%%
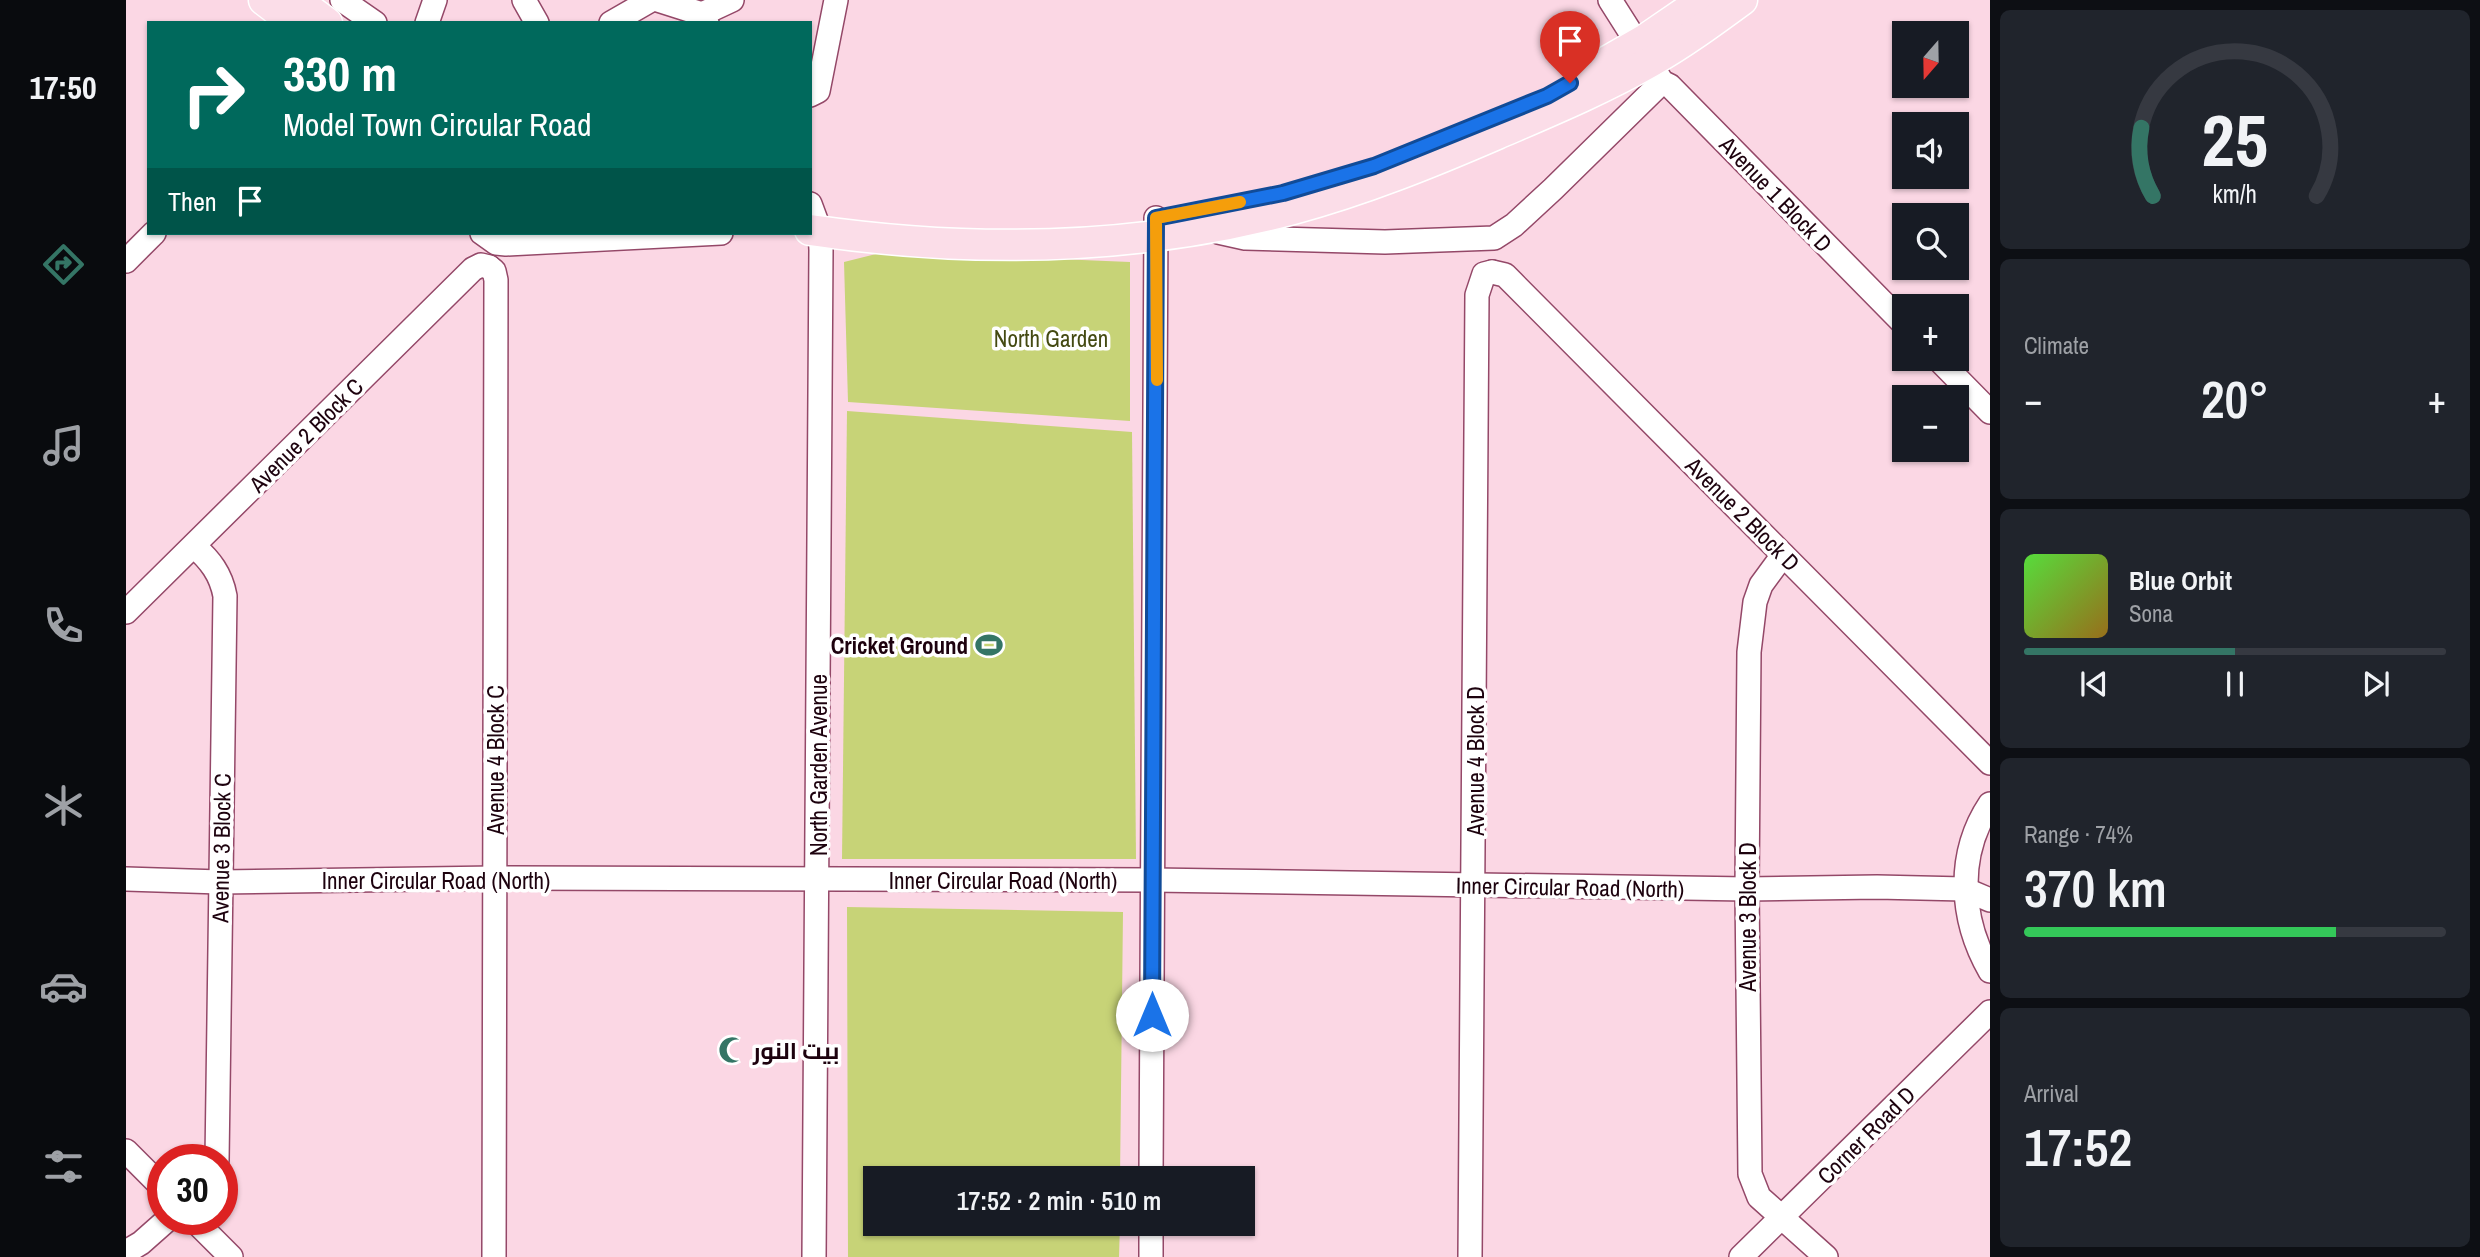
<!DOCTYPE html>
<meta charset="utf-8">
<style>
body{margin:0;font-family:"Archivo Narrow",Cairo,sans-serif;background:#20242c;color:#f1f3f6;height:100vh;display:flex;flex-direction:column;font-size:26px;white-space:nowrap}
*{box-sizing:border-box;margin:0}
p{font-size:23px;color:#9ea1a6}
.icon{flex:none;width:38px;height:38px;fill:none;stroke:currentColor;stroke-width:2;stroke-linecap:round;stroke-linejoin:round}
.map{position:relative;flex:1;overflow:hidden}
.panel{display:flex;flex-direction:column;gap:10px;padding:10px;background:#0d0f14;width:490px}
.panel>*{flex:none}
.banner{position:absolute;left:21px;top:21px;width:665px;height:214px;border-radius:0px;box-shadow:0 2px 5px #0004;background:#00695c;color:#fff;overflow:hidden}
.needle{width:46px;rotate:200deg}
.controls{position:absolute;left:1766px;top:21px;display:grid;gap:14px}
.controls a{display:grid;place-items:center;width:77px;height:77px;border-radius:0px;background:#171b24;box-shadow:0 2px 5px #0004;font-size:35px}
.speed{position:absolute;left:21px;top:1144px;display:flex;gap:14px;font-size:35px;font-weight:700;text-align:center}
.speed>*{display:grid;place-content:center;width:91px;height:91px;border-radius:50%;background:#171b24;box-shadow:0 2px 5px #0004;line-height:1}
.speed .limit{border:10px solid #d22;background:#fff;color:#111}
.pin{position:absolute;display:grid;place-items:center;width:60px;height:60px;color:#fff;margin:-72px -30px;border-radius:50% 50% 50% 0;rotate:-45deg;box-shadow:0 0 7px #0007}
.pin .icon{rotate:45deg}
.me{position:absolute;width:77px;margin:-38px;rotate:0deg;stroke-linejoin:round;filter:drop-shadow(0 0 5px #0008)}
.turn{display:flex;align-items:center;gap:24px;height:147px;padding:0 21px;font-size:32px}
.turn .icon{width:91px;height:91px;stroke-width:2.5}
.turn b{display:block;font-size:49px;line-height:60px}
.then{display:flex;align-items:center;height:66px;padding:0 21px;background:#0003;gap:14px;font-size:26px}
.big{font-size:52px;font-weight:600;line-height:1.1}
.panel .card{flex:1;display:flex;flex-direction:column;justify-content:center;gap:10px;min-width:0;padding:0 24px;border-radius:10px;background:#20242c}
.panel .dial{align-items:center;gap:0}
.dial svg{height:182px;overflow:visible;fill:none;stroke:#363941;stroke-width:7;stroke-linecap:round;text-anchor:middle}
.dial text{fill:#f1f3f6;stroke:none}
.song{display:flex;align-items:center;gap:21px}
.cover{width:84px;height:84px;border-radius:10px;background:linear-gradient(135deg,hsl(110 70% 55%),hsl(40 70% 35%))}
.played{height:7px;border-radius:4px;background:linear-gradient(90deg,#347565 50%,#363941 50%)}
.keys{display:flex;justify-content:space-around;direction:ltr}
.heat{display:flex;justify-content:space-between;align-items:center;font-size:38px;direction:ltr}
.charge{height:10px;border-radius:5px;background:linear-gradient(90deg,#34c759 74%,#363941 0)}
.trip{position:absolute;left:737px;top:1166px;width:392px;height:70px;border-radius:0px;background:#171b24;box-shadow:0 2px 5px #0004;font-weight:600;line-height:70px;text-align:center}
main{display:flex;flex:1;min-height:0}
.dock{display:flex;flex-direction:column;width:126px;justify-content:space-around;align-items:center;background:#090b0e;color:#9ea1a6}
.dock .icon{width:49px;height:49px}
.dock .selected{color:#347565}
.dock b{font-size:32px;color:#f1f3f6}
.map>svg:first-child{display:block}
.green{fill:#c7d377}
.lines{fill:none;stroke-linecap:round;stroke-linejoin:round}
.minor-casing{stroke:#944868;stroke-width:26}
.major-casing{stroke:#fff;stroke-width:33}
.minor{stroke:#fff;stroke-width:23}
.major{stroke:#fbdde8;stroke-width:30}
.route-casing{stroke:#114b97;stroke-width:18}
.route{stroke:#1a73e8;stroke-width:12}
.slow{stroke:#f59e0b;stroke-width:12}
.labels{text-anchor:middle;dominant-baseline:central;stroke-width:7;stroke-linejoin:round;paint-order:stroke}
.street-label{font-size:23px;fill:#1d020e;stroke:#fff}
.park-label{font-size:23px;fill:#444a12;stroke:#fff}
.poi-label{font-size:23px;font-weight:bold;fill:#1d020e;stroke:#fff;text-anchor:end}
</style>
<main>
<nav class="dock">
<b>17:50</b>
<svg class="icon selected" aria-label="directions" viewBox="0 0 24 24"><path d="M12 3l9 9-9 9-9-9zM9 14v-3h6M13 9l2 2-2 2"/></svg>
<svg class="icon" aria-label="music" viewBox="0 0 24 24"><path d="M9 18V5l10-2v13"/><circle cx="6" cy="18" r="3"/><circle cx="16" cy="16" r="3"/></svg>
<svg class="icon" aria-label="phone" viewBox="0 0 24 24"><path d="M5 4h4l2 5-3 2q2 4 5 5l2-3 5 2v4C11 20 4 13 5 4z"/></svg>
<svg class="icon" aria-label="climate" viewBox="0 0 24 24"><path d="M12 3v18M4 7l16 10M4 17L20 7"/></svg>
<svg class="icon" aria-label="car" viewBox="0 0 24 24"><path d="M5 17H2v-5l4-1 3-4h7l3 4 3 1v5h-3M9 17h6M6 11h13"/><circle cx="7" cy="17" r="2"/><circle cx="17" cy="17" r="2"/></svg>
<svg class="icon" aria-label="filters" viewBox="0 0 24 24"><path d="M4 7h16M4 17h16"/><circle cx="9" cy="7" r="2"/><circle cx="15" cy="17" r="2"/></svg>
</nav>
<div class="map">
<svg width="1864" height="1257" viewBox="0 0 1864 1257">
<rect width="100%" height="100%" fill="#fbd7e4"/>
<g class="green">
<polygon points="758,252 1004,262 1004,421 722,402 718,262"/>
<polygon points="721,411 1006,432 1010,859 716,859"/>
<polygon points="721,907 997,912 994,1178 749,1178 749,1223 994,1223 993,1257 722,1257"/>
</g>
<g class="lines">
<defs>
<g id="minor">
<polyline points="216,0 249,23"/>
<polyline points="398,0 411,23"/>
<polyline points="532,0 576,14 581,23"/>
<polyline points="1484,0 1536,82 1544,86 1778,324"/>
<polyline points="576,14 606,0"/>
<polyline points="301,23 309,0"/>
<polyline points="485,23 525,0"/>
<polyline points="684,95 692,91 710,0"/>
<polyline points="684,204 694,231 695,250 688,1257"/>
<polyline points="1091,225 1092,232 1119,238 1259,242 1368,238 1388,225 1427,189 1536,82"/>
<polyline points="356,233 370,243 380,244 595,233"/>
<polyline points="0,261 28,233"/>
<polyline points="363,267 368,271 370,280 368,1257"/>
<polyline points="1366,272 1379,275 1387,283 1864,763"/>
<polyline points="1812,359 1864,412"/>
<path d="M68 546C84 560 95 574 99 596L91 1160"/>
<polyline points="1657,555 1635,585 1629,602 1623,652 1621,889 1624,1174 1633,1197 1700,1257"/>
<polyline points="0,612 347,269 355,265 363,267"/>
<path d="M1864 804C1830 855 1834 919 1864 971"/>
<polyline points="0,879 94,882 369,878 1027,880 1621,889 1751,887 1838,889 1864,900"/>
<polyline points="0,1151 37,1188"/>
<polyline points="1025,1178 1030,218"/>
<polyline points="68,1220 105,1257"/>
<polyline points="0,1252 15,1243 41,1220"/>
<polyline points="1025,1257 1025,1223"/>
<polyline points="1344,1257 1351,295 1358,274 1366,272"/>
<polyline points="1615,1257 1864,1012"/>
</g>
<g id="major">
<polyline points="138,0 168,23"/>
<polyline points="170,0 201,23"/>
<polyline points="1459,74 1520,39 1577,0"/>
<path d="M684 230C844 253 1011 251 1167 209 1237 190 1304 163 1371 134 1422 112 1475 90 1524 62 1556 44 1586 22 1616 0"/>
</g>
</defs>
<use href="#minor" class="minor-casing"/>
<use href="#major" class="major-casing"/>
<use href="#minor" class="minor"/>
<use href="#major" class="major"/>
</g>
<g class="lines">
<defs>
<polyline id="route" points="1026,1015 1030,218 1157,193 1248,166 1421,96 1444,83"/>
</defs>
<use href="#route" class="route-casing"/>
<use href="#route" class="route"/>
<polyline class="slow" points="1031,380 1030,218 1114,202"/>
</g>
<defs>
<symbol id="stadium-bare" viewBox="-9 -9 18 18"><path d="M0-5a6.5 5 0 1 0 0 10a6.5 5 0 1 0 0-10ZM-3.5-1.8h7v3.6h-7Z" fill="#347565" stroke="#fff" stroke-width="2.5" paint-order="stroke"/></symbol>
<symbol id="mosque-bare" viewBox="-9 -9 18 18"><path d="M3.5-4.9A6 6 0 1 0 3.5 4.9A5 5 0 1 1 3.5-4.9Z" fill="#347565" stroke="#fff" stroke-width="2.5" paint-order="stroke"/></symbol>
</defs>
<g fill-rule="evenodd">
<use href="#stadium-bare" x="844" y="626" width="38" height="38"/>
<use href="#mosque-bare" x="587" y="1031" width="38" height="38"/>
</g>
<g class="labels">
<g class="street-label">
<text transform="translate(1650 194) rotate(46)">Avenue 1 Block D</text>
<text transform="translate(180 435) rotate(-45)">Avenue 2 Block C</text>
<text transform="translate(1617 514) rotate(45)">Avenue 2 Block D</text>
<text transform="translate(369 760) rotate(-90)">Avenue 4 Block C</text>
<text transform="translate(1349 761) rotate(-90)">Avenue 4 Block D</text>
<text transform="translate(692 765) rotate(-90)">North Garden Avenue</text>
<text transform="translate(95 848) rotate(-89)">Avenue 3 Block C</text>
<text x="310" y="880">Inner Circular Road (North)</text>
<text x="877" y="880">Inner Circular Road (North)</text>
<text transform="translate(1444 887) rotate(1)">Inner Circular Road (North)</text>
<text transform="translate(1621 917) rotate(-90)">Avenue 3 Block D</text>
<text transform="translate(1740 1135) rotate(-45)">Corner Road D</text>
</g>
<g class="park-label">
<text x="925" y="338">North Garden</text>
</g>
<g class="poi-label">
<text x="842" y="645">Cricket Ground</text>
<text x="627" y="1050" text-anchor="start">بیت النور</text>
</g>
</g>
</svg>
<div class="controls">
<a><svg class="needle" viewBox="-14 -14 28 28"><path d="M0-13l5 13h-10z" fill="#e53935"/><path d="M0 13l5-13h-10z" fill="#9ea1a6"/></svg></a>
<a><svg class="icon" aria-label="sound" viewBox="0 0 24 24"><path d="M4 9h4l5-4v14l-5-4H4zM17 9q2 3 0 6"/></svg></a>
<a><svg class="icon" aria-label="search" viewBox="0 0 24 24"><circle cx="10" cy="10" r="6"/><path d="M15 15l6 6"/></svg></a>
<a>+</a>
<a>−</a>
</div>
<div class="speed"><div class="limit">30</div></div>
<div class="pin" style="left:1444px;top:83px;background:#d93025"><svg class="icon" aria-label="arrive" viewBox="0 0 24 24"><path d="M6 21V4h12l-3 4 3 4H6"/></svg></div>
<svg class="me" style="left:1026px;top:1015px" viewBox="-20 -20 40 40"><circle r="19" fill="#fff"/><path d="M0-13L10 11 0 6-10 11z" fill="#1a73e8"/></svg>
<div class="trip">17:52 · 2 min · 510 m</div>
<div class="banner">
<div class="turn"><svg class="icon" aria-label="right" viewBox="0 0 24 24"><path d="M7 20v-9h11M14 6l5 5-5 5"/></svg><div><b>330 m</b>Model Town Circular Road</div></div>
<div class="then">Then<svg class="icon" aria-label="arrive" viewBox="0 0 24 24"><path d="M6 21V4h12l-3 4 3 4H6"/></svg></div>
</div>
</div>
<section class="panel">
<div class="card dial"><svg viewBox="0 0 100 80">
<path d="M14 69A42 42 0 1 1 86 69"/>
<path d="M14 69A42 42 0 0 1 9 39" stroke="#347565"/>
<text x="50" y="56" font-size="32" font-weight="700">25</text>
<text x="50" y="72" font-size="11">km/h</text>
</svg></div>
<div class="card"><p>Climate</p>
<div class="heat"><a>−</a><b class="big">20°</b><a>+</a></div>
</div>
<div class="card">
<div class="song"><i class="cover"></i><div><b>Blue Orbit</b><p>Sona</p></div></div>
<div class="played"></div>
<div class="keys"><svg class="icon" aria-label="previous" viewBox="0 0 24 24"><path d="M18 5L8 12l10 7zM5 5v14"/></svg><svg class="icon" aria-label="pause" viewBox="0 0 24 24"><path d="M8 5v14M16 5v14"/></svg><svg class="icon" aria-label="next" viewBox="0 0 24 24"><path d="M6 5l10 7-10 7zM19 5v14"/></svg></div>
</div>
<div class="card"><p>Range · 74%</p><b class="big">370 km</b><div class="charge"></div></div>
<div class="card"><p>Arrival</p><b class="big">17:52</b></div>
</section>
</main>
%%
Every line above that has the string "dial" needs to be copied.

.panel .dial{align-items:center;gap:0}
.dial svg{height:182px;overflow:visible;fill:none;stroke:#363941;stroke-width:7;stroke-linecap:round;text-anchor:middle}
.dial text{fill:#f1f3f6;stroke:none}
<div class="card dial"><svg viewBox="0 0 100 80">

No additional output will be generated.